■ **PROBLEM TO SOLVE**
Among the entries below, find every line that contains the string "this", then copy it.

■ **GIVEN ENTRIES**
Segment Open
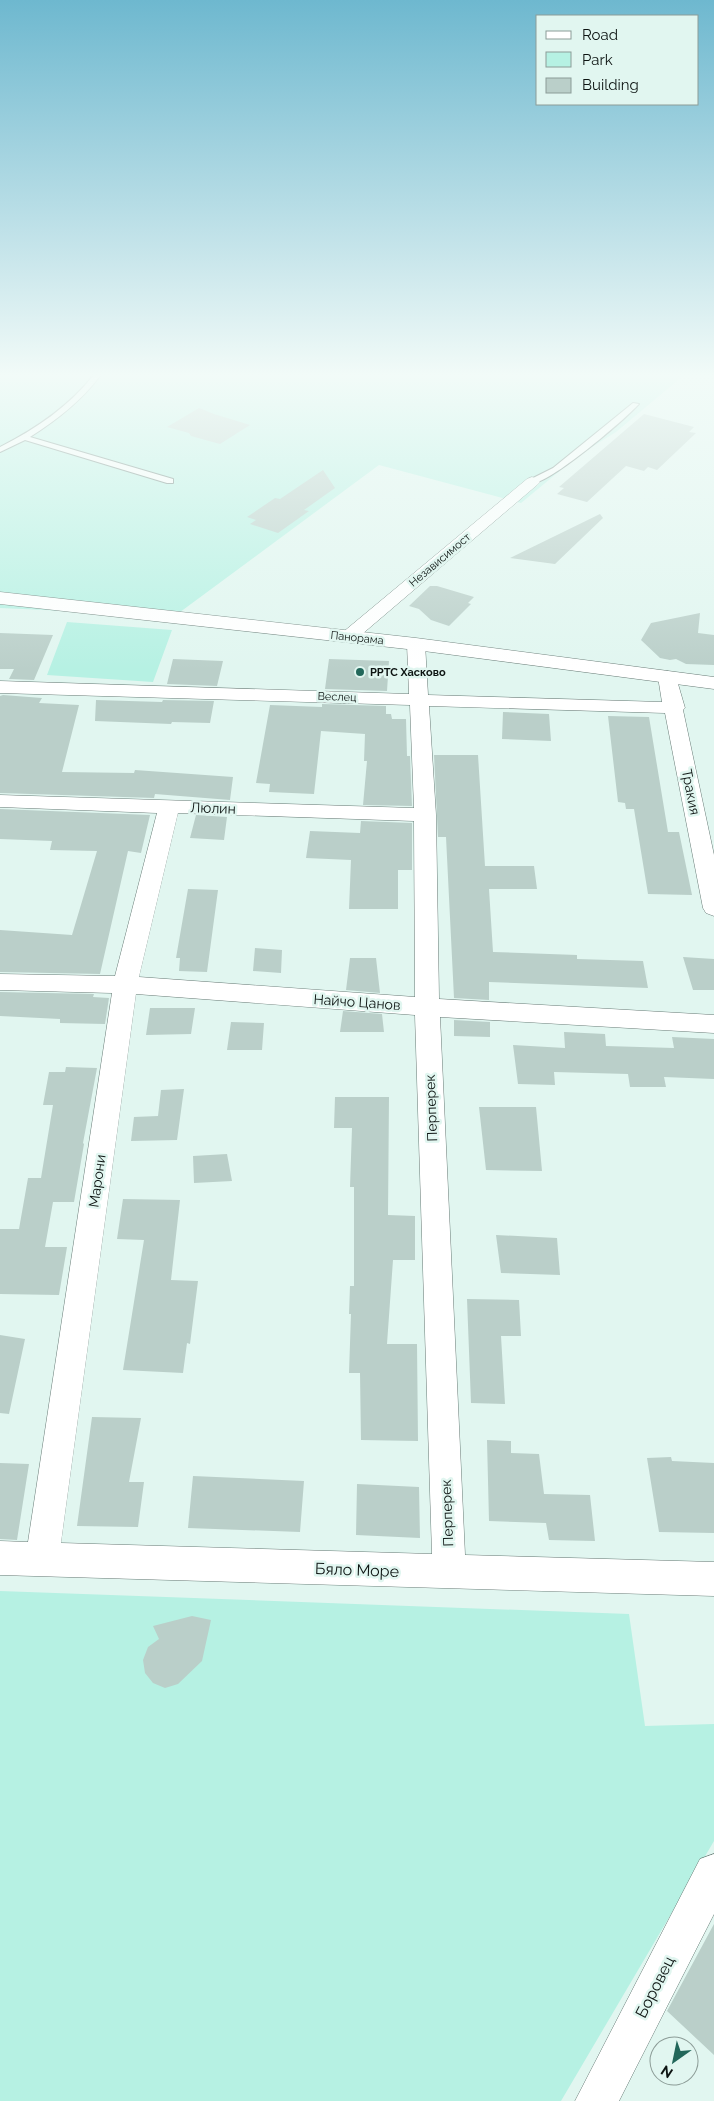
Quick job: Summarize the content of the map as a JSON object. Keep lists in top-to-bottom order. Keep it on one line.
{"streets":{"street":["Независимост","Панорама","Веслец","Тракия","Люлин","Найчо Цанов","Перперек","Марони","Бяло Море","Боровец"]},"crossings":[["Независимост","Панорама"],["Панорама","Тракия"],["Панорама","Перперек"],["Веслец","Тракия"],["Веслец","Перперек"],["Люлин","Перперек"],["Люлин","Марони"],["Найчо Цанов","Перперек"],["Найчо Цанов","Марони"],["Перперек","Бяло Море"],["Марони","Бяло Море"]],"places":["РРТС Хасково"],"legend":["Road","Park","Building"],"north":"bottom left"}
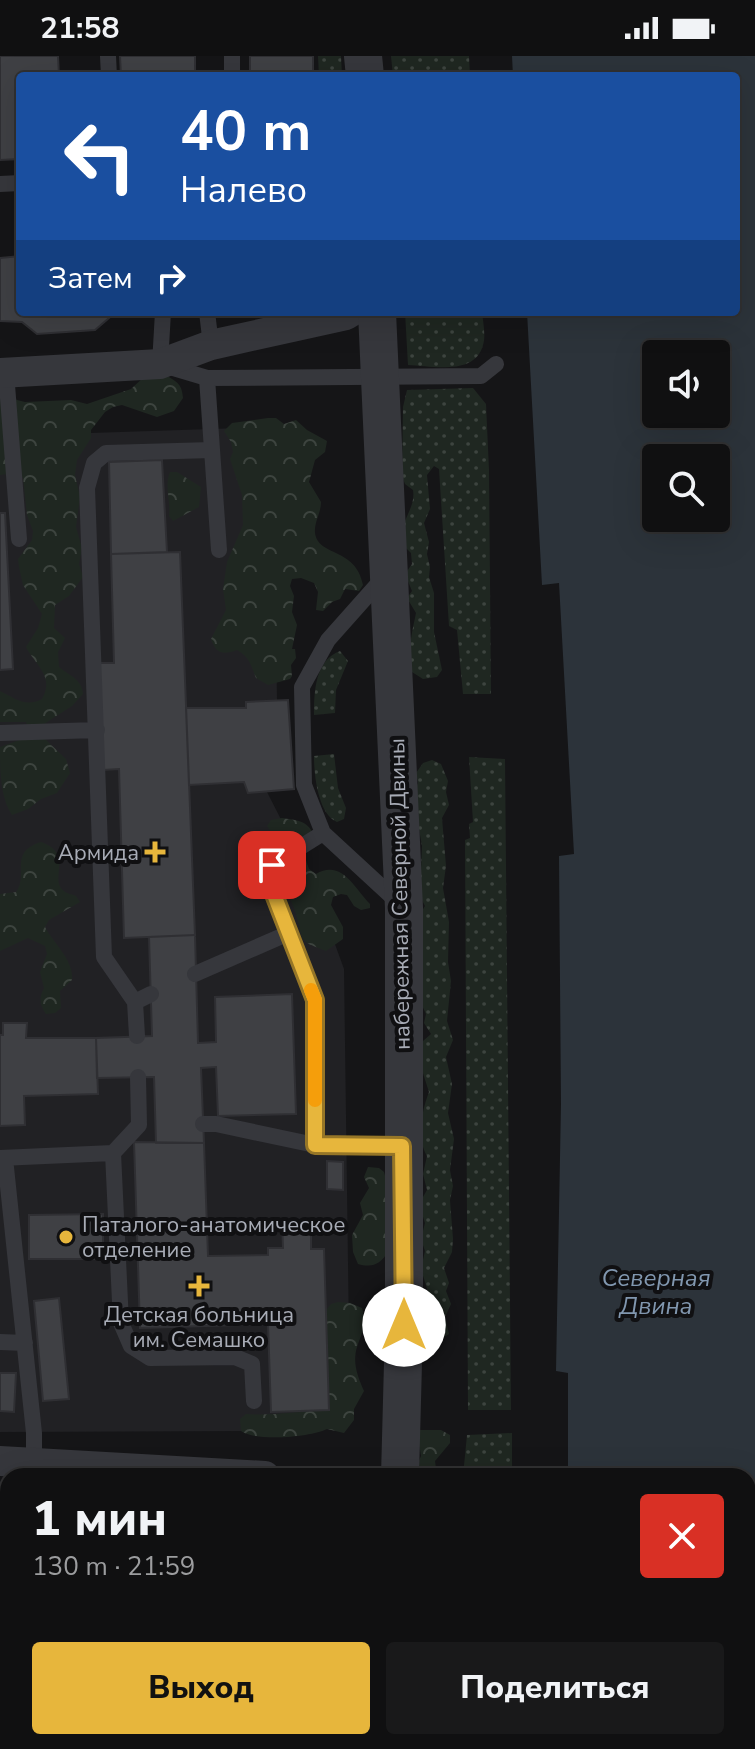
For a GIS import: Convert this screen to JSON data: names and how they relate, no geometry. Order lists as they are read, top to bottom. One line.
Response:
{"streets":{"street":["набережная Северной Двины"]},"water":["Северная Двина"],"places":{"health":["Армида","Детская больница им. Семашко"],"other":["Паталого-анатомическое отделение"]},"page":{"status":"21:58","turn":["40 m","Налево"],"then":"Затем","heading":["1 мин","130 m · 21:59"],"buttons":["Выход","Поделиться"]}}
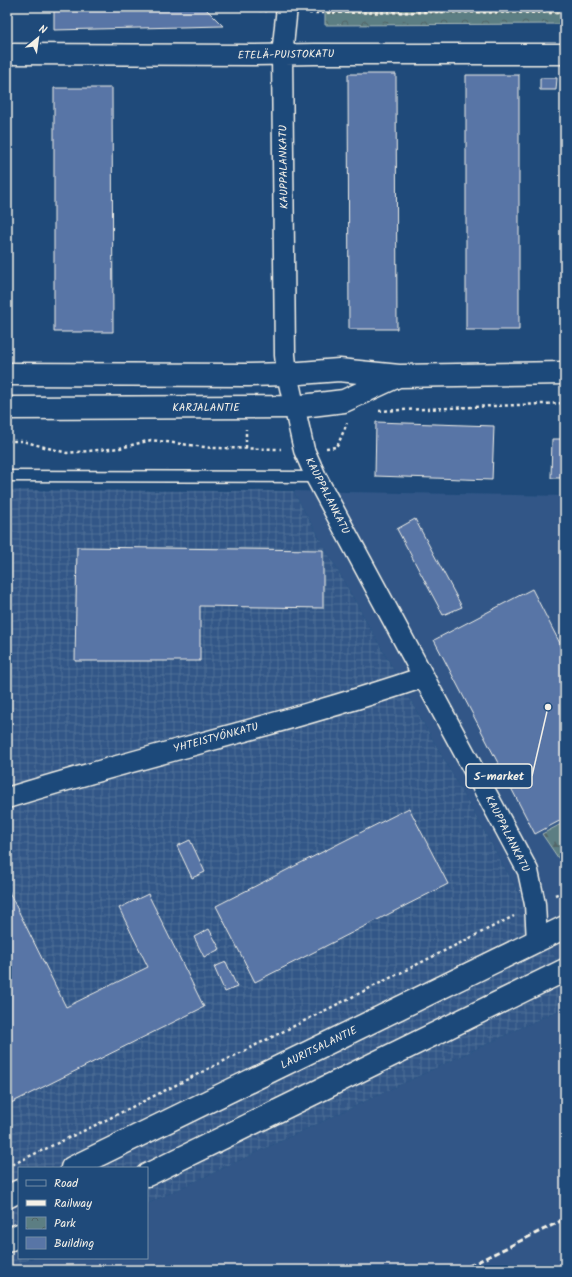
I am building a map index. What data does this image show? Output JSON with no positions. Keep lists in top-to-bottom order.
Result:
{
  "streets": {
    "main road": ["KARJALANTIE", "LAURITSALANTIE"],
    "street": ["ETELÄ-PUISTOKATU", "KAUPPALANKATU", "YHTEISTYÖNKATU"]
  },
  "crossings": [
    ["ETELÄ-PUISTOKATU", "KAUPPALANKATU"],
    ["KAUPPALANKATU", "KARJALANTIE"],
    ["KAUPPALANKATU", "YHTEISTYÖNKATU"],
    ["KAUPPALANKATU", "LAURITSALANTIE"]
  ],
  "places": ["S-market"],
  "legend": [
    "Road",
    "Railway",
    "Park",
    "Building"
  ],
  "north": "top right"
}
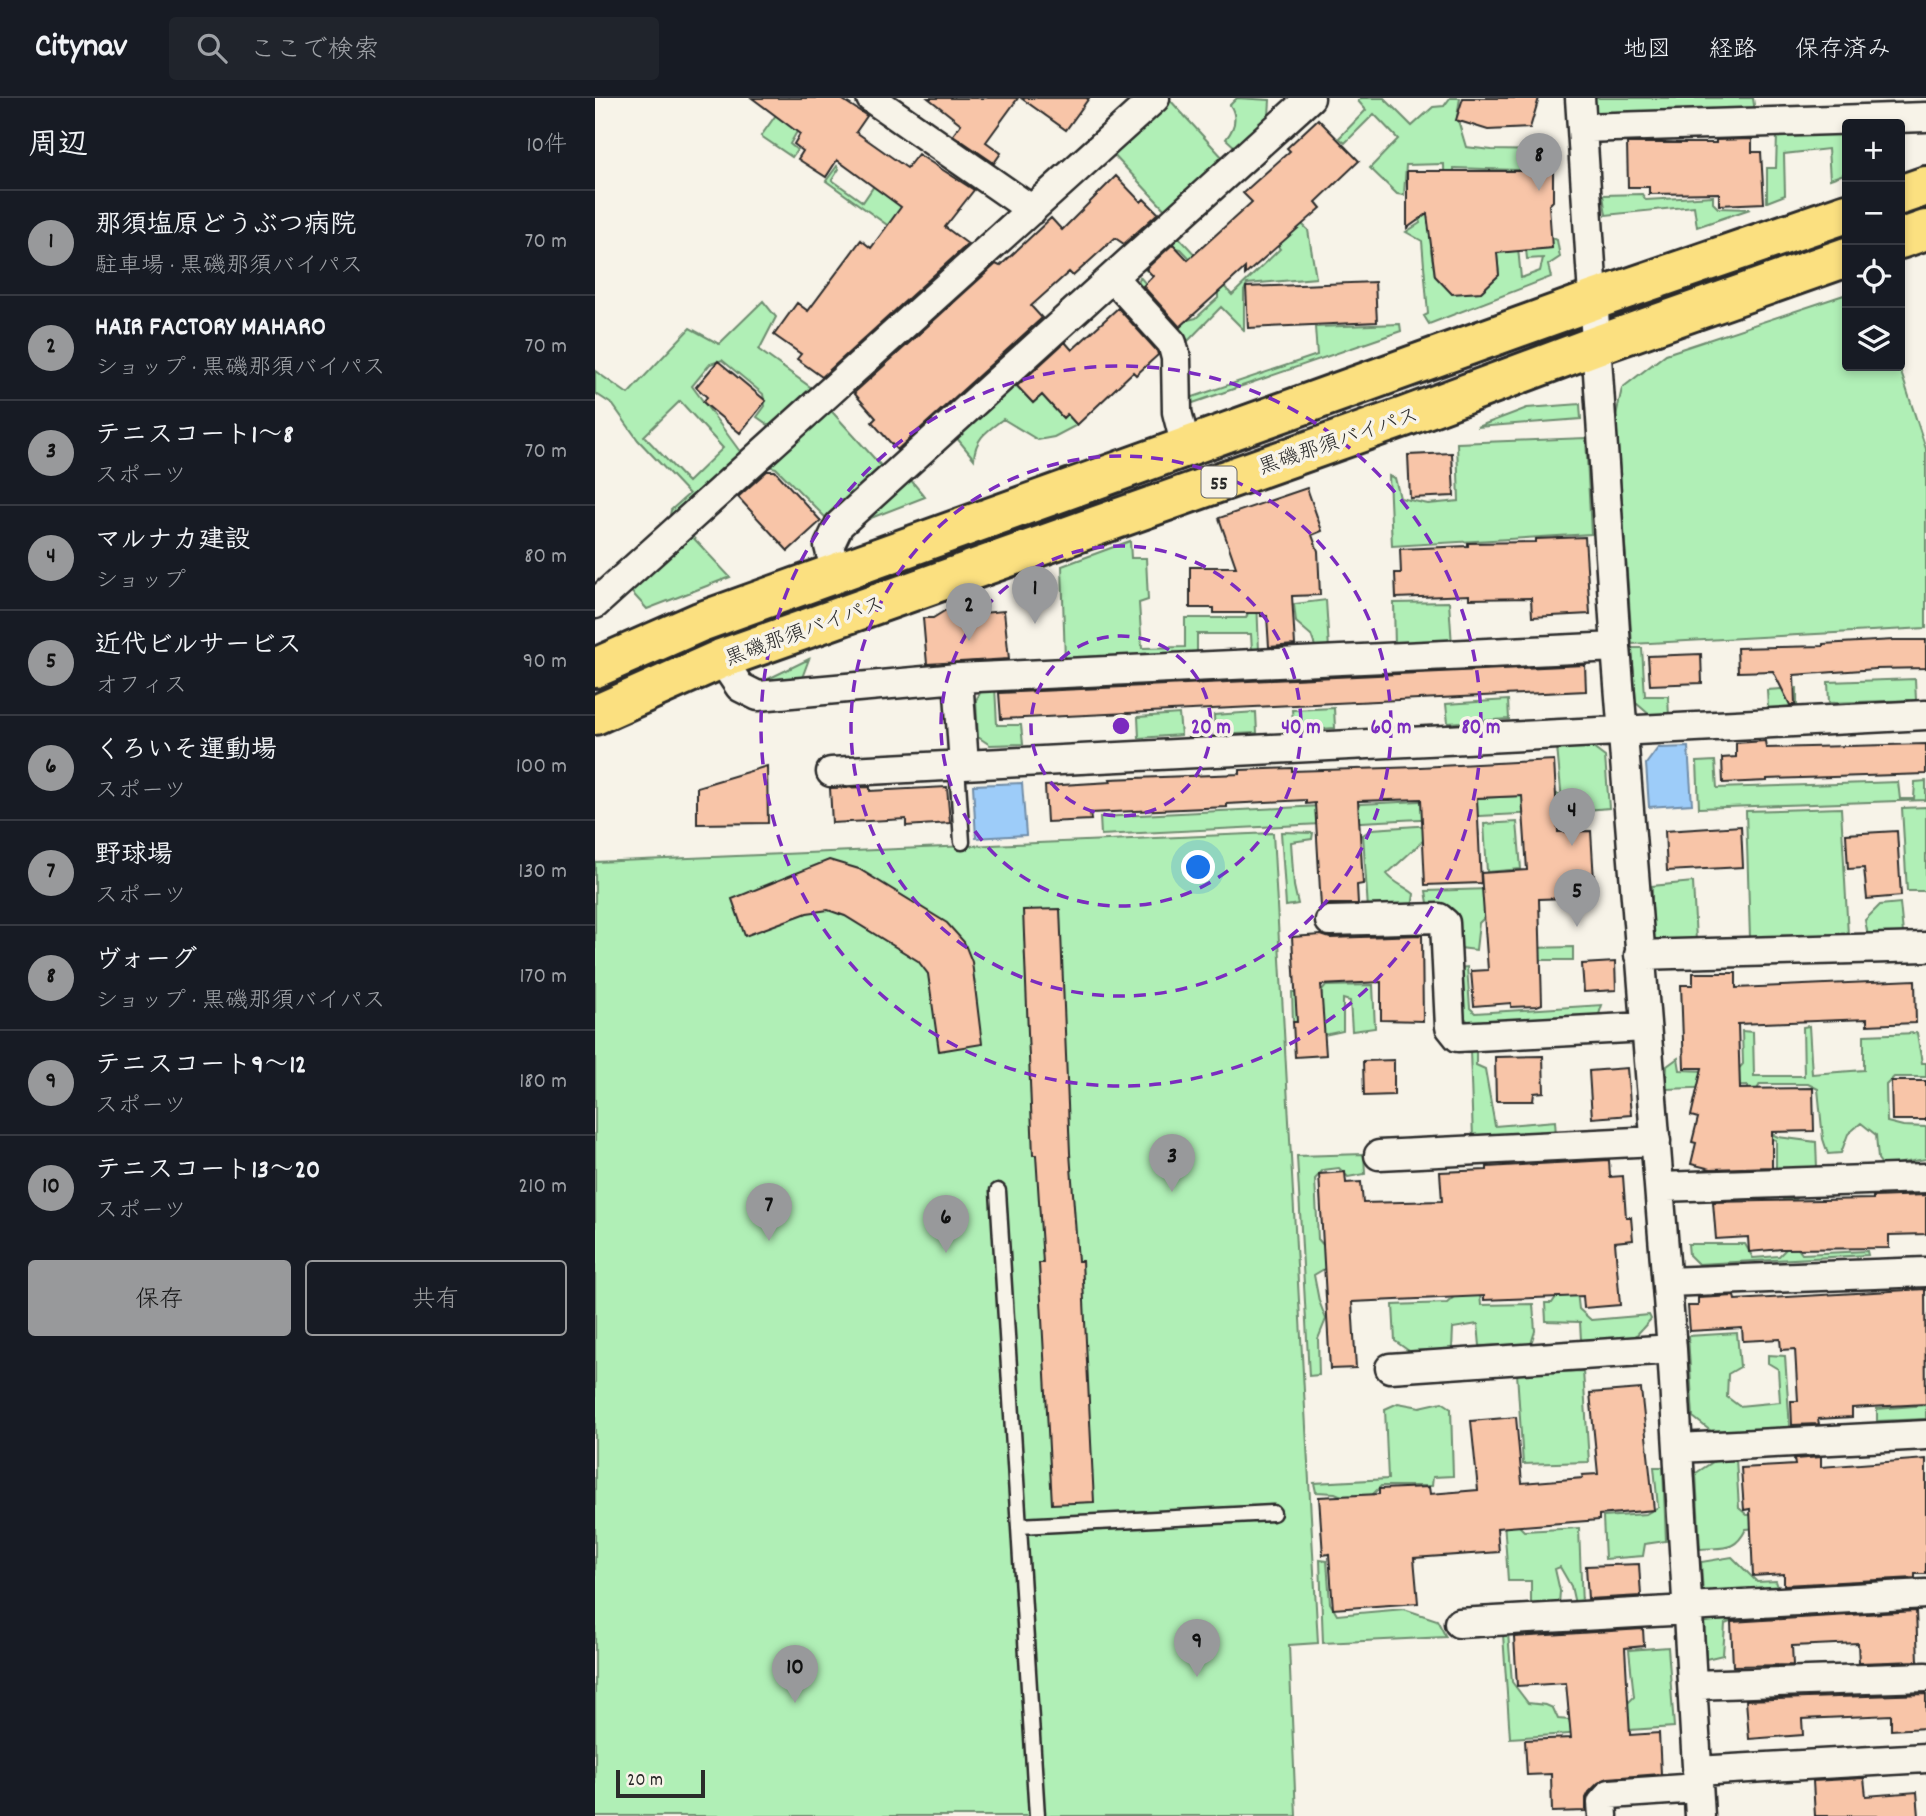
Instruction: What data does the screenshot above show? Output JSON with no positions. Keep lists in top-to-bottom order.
{
  "streets": {
    "main road": ["黒磯那須バイパス", "55"]
  },
  "scale_bar": "20 m",
  "page": {
    "header": "Citynav",
    "search": "ここで検索",
    "nav": ["地図", "経路", "保存済み"],
    "heading": ["周辺", "10件"],
    "map_buttons": ["+", "−"],
    "pins": [
      "8",
      "1",
      "2",
      "4",
      "5",
      "3",
      "7",
      "6",
      "9",
      "10"
    ],
    "list": [
      {
        "mark": "1",
        "name": "那須塩原どうぶつ病院",
        "note": "駐車場 · 黒磯那須バイパス",
        "value": "70 m"
      },
      {
        "mark": "2",
        "name": "HAIR FACTORY MAHARO",
        "note": "ショップ · 黒磯那須バイパス",
        "value": "70 m"
      },
      {
        "mark": "3",
        "name": "テニスコート1～8",
        "note": "スポーツ",
        "value": "70 m"
      },
      {
        "mark": "4",
        "name": "マルナカ建設",
        "note": "ショップ",
        "value": "80 m"
      },
      {
        "mark": "5",
        "name": "近代ビルサービス",
        "note": "オフィス",
        "value": "90 m"
      },
      {
        "mark": "6",
        "name": "くろいそ運動場",
        "note": "スポーツ",
        "value": "100 m"
      },
      {
        "mark": "7",
        "name": "野球場",
        "note": "スポーツ",
        "value": "130 m"
      },
      {
        "mark": "8",
        "name": "ヴォーグ",
        "note": "ショップ · 黒磯那須バイパス",
        "value": "170 m"
      },
      {
        "mark": "9",
        "name": "テニスコート9～12",
        "note": "スポーツ",
        "value": "180 m"
      },
      {
        "mark": "10",
        "name": "テニスコート13～20",
        "note": "スポーツ",
        "value": "210 m"
      }
    ],
    "buttons": ["保存", "共有"],
    "scale": "20 m"
  },
  "rings": [
    "20 m",
    "40 m",
    "60 m",
    "80 m"
  ]
}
Segment Closed
■ **EXERCISE SOLUTION**
For a GIS import: Convert this screen to JSON data: names and how they relate, no geometry. Order lists as they are read, top to bottom. One line.
I am building a map index. What data does this image show? Output JSON with no positions. Keep lists in top-to-bottom order.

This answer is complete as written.